Each morning I think about what I can do different. Yet everyday I do the same thing as
teh day before. I remind myself: Baby steps. My first step is to
want to change, because that isn't the same thing as making change itself. Changing itself is very difficult to do. So I make suggestions. And my suggestions are met with complaints, whining and opposition. So, first I must not respond the same as I would.
Patience. And a silent prayer. But, is a new habit formed by just not doing something? I think it may be more than that. Instead, maybe it is about little things. Little baby steps to the positive. Instead of saying to myself that I am not going to do something, why not things I
can do. Just 3 thinks each day, everyday, for... well, as long as it takes for it to feel different. For me not to think about it anymore, for it to become a new habit.

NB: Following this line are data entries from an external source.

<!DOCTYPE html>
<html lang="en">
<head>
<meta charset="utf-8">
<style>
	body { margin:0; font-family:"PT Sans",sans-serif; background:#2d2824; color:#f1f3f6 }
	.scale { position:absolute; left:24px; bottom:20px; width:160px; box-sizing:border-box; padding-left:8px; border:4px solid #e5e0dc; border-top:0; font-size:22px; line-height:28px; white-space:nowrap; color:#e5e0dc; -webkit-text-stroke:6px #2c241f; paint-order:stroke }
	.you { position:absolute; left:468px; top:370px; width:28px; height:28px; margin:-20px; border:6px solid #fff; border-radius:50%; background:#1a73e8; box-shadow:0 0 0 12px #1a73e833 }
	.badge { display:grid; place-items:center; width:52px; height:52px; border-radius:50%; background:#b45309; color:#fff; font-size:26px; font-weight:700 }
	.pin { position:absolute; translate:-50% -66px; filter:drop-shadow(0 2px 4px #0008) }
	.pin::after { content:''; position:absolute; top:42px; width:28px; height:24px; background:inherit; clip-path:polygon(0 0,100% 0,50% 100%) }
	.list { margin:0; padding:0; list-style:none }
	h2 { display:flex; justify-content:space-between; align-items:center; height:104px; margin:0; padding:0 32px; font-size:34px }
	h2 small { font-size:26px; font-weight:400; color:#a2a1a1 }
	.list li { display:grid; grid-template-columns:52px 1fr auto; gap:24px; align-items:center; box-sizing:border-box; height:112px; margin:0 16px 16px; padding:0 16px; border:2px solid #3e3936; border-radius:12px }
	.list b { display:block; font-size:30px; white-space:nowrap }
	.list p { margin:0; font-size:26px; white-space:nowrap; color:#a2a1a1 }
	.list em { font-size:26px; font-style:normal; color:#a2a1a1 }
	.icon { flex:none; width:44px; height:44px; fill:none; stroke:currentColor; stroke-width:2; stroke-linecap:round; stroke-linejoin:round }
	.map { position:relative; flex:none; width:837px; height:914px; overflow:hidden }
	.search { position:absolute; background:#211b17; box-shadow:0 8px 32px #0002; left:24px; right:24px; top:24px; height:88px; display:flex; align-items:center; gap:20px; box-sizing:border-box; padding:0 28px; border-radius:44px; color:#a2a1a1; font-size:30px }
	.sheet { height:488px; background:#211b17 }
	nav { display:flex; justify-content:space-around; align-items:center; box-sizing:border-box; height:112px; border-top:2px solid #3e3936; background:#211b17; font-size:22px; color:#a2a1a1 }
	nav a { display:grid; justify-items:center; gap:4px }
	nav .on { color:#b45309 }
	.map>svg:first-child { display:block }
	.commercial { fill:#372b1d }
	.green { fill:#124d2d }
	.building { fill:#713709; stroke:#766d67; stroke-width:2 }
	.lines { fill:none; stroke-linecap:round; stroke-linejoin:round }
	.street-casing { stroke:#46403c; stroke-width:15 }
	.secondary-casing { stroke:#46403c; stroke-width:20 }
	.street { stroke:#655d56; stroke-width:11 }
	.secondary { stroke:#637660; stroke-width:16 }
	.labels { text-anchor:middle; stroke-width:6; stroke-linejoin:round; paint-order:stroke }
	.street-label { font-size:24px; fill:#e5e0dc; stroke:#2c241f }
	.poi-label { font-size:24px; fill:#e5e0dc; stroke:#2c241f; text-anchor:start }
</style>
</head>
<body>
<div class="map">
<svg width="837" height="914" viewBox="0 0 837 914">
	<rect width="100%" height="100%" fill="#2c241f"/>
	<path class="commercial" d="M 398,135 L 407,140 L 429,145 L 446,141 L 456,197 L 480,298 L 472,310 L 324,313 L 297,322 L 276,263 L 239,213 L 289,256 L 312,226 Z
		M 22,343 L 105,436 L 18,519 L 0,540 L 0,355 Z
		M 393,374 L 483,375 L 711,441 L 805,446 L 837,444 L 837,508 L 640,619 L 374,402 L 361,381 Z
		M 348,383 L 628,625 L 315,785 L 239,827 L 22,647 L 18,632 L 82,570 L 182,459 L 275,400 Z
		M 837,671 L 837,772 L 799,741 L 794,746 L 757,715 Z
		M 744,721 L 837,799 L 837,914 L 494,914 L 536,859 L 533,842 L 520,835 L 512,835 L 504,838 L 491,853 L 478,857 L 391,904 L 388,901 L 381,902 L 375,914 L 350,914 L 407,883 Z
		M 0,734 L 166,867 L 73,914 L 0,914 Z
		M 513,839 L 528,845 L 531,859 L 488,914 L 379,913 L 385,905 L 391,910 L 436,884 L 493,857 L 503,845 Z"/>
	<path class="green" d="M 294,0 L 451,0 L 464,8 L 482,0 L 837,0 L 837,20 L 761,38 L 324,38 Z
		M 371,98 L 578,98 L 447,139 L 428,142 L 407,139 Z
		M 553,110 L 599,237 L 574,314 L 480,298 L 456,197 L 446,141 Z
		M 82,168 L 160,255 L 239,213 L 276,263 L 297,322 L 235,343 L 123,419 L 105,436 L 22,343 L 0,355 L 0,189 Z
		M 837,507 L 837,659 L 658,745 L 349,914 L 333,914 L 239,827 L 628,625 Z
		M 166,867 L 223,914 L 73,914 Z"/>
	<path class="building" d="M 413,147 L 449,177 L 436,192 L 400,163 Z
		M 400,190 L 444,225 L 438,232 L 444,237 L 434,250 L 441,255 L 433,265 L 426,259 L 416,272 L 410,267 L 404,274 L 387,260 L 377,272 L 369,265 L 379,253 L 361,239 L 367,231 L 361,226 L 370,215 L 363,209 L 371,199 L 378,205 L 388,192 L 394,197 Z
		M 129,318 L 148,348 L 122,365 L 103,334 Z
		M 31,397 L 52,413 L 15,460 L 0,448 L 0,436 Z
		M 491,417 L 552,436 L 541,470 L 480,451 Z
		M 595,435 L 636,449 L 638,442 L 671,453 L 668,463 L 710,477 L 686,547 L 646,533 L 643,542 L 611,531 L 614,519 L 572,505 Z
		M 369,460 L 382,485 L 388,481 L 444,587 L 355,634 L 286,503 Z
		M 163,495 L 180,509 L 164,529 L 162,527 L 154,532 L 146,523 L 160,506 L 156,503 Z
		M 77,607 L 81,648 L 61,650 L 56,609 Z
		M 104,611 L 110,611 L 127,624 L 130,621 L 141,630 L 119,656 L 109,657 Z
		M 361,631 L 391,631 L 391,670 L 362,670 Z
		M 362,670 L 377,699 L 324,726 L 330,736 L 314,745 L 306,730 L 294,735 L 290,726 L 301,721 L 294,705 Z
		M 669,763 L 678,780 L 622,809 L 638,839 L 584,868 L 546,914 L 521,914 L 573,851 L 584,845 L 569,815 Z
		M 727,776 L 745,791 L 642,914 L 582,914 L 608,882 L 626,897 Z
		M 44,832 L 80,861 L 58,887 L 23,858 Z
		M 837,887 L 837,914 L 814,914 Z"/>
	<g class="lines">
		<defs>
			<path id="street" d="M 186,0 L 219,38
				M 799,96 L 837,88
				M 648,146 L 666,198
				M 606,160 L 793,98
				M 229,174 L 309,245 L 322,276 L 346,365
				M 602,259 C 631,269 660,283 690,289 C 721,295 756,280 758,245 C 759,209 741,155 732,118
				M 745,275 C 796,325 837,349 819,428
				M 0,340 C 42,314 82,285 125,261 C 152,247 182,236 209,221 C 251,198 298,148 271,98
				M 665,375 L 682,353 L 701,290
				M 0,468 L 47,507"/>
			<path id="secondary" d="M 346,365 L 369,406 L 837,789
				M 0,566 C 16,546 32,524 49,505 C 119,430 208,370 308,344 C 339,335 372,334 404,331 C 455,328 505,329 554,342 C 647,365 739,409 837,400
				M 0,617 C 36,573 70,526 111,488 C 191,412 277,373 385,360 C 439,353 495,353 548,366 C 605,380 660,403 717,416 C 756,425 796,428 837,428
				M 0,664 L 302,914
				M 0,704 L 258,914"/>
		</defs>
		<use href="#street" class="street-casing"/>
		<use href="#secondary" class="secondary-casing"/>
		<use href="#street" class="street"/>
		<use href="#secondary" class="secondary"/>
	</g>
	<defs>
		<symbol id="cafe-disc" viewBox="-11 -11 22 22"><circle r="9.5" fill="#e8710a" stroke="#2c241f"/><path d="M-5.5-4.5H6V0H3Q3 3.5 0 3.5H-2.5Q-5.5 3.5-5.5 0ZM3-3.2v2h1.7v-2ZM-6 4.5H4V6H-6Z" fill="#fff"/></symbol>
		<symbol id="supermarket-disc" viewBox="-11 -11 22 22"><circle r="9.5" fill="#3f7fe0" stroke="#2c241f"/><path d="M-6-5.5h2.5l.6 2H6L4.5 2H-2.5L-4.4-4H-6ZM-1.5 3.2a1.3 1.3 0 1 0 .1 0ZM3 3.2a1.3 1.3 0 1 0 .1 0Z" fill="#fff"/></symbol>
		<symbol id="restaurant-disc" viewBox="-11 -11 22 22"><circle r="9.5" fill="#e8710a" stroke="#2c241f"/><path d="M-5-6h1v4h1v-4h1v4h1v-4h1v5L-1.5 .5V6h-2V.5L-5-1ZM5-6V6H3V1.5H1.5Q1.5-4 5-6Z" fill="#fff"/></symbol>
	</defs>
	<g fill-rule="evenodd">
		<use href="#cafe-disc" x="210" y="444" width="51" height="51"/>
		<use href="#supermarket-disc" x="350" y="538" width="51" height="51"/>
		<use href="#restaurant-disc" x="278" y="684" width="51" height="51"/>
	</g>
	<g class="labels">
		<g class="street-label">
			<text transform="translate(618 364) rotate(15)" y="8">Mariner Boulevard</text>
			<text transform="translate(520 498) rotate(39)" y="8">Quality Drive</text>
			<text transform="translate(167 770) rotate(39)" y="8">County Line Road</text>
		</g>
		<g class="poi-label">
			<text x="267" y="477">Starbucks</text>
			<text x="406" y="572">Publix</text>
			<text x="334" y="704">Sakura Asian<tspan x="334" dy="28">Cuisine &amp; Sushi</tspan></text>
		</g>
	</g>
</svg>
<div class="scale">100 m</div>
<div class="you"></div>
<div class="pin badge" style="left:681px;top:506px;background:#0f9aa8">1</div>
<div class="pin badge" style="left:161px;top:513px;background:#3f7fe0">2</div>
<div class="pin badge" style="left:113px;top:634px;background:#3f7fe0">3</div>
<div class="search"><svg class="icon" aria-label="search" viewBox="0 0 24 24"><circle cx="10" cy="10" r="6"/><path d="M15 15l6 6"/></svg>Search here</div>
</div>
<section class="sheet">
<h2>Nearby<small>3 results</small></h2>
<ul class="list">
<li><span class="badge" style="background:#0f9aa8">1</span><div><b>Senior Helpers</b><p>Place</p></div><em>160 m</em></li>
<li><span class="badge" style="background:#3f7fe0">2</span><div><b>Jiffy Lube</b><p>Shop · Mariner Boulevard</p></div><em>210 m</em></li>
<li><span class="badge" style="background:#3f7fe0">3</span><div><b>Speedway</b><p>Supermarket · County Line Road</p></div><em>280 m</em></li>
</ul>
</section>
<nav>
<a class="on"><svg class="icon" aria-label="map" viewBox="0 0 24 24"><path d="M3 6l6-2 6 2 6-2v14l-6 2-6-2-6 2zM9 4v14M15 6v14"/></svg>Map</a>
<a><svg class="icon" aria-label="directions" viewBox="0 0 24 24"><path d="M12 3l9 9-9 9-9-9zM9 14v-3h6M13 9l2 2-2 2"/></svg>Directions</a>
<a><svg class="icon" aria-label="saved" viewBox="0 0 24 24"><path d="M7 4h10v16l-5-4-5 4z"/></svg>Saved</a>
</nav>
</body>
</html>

What 3 thinks will I change? First, turn of the computers. My hope with this action is that connections will start again. I have started to see it happening. The kids are honestly playing together. And playing well! It will give us time to explore other interests and give me the opportunities to pass on my passions to my children. And time with God will no longer be avoidable. Second, I want to get outside more. Not just in our yard, or the park, but most days that is what it will be. But I mean OUT into nature. Going for hikes. Exploring what God created and discovering their names, and eventually their uses. Third, I have a blog. And i have so many things bouncing around in my head that I want to get out onto paper (and onto the computer once I have a finished product). So many wonderful opportunities will arise from changing these 3 things.
Everyday, just 3 things. Now everyday is a new, positive challenge. Not to not do things, but to accomplish and do something more. I want MORE for my life. Not to feel like I have failed again, but to feel I can. There is so much I am missing, but one day at a time.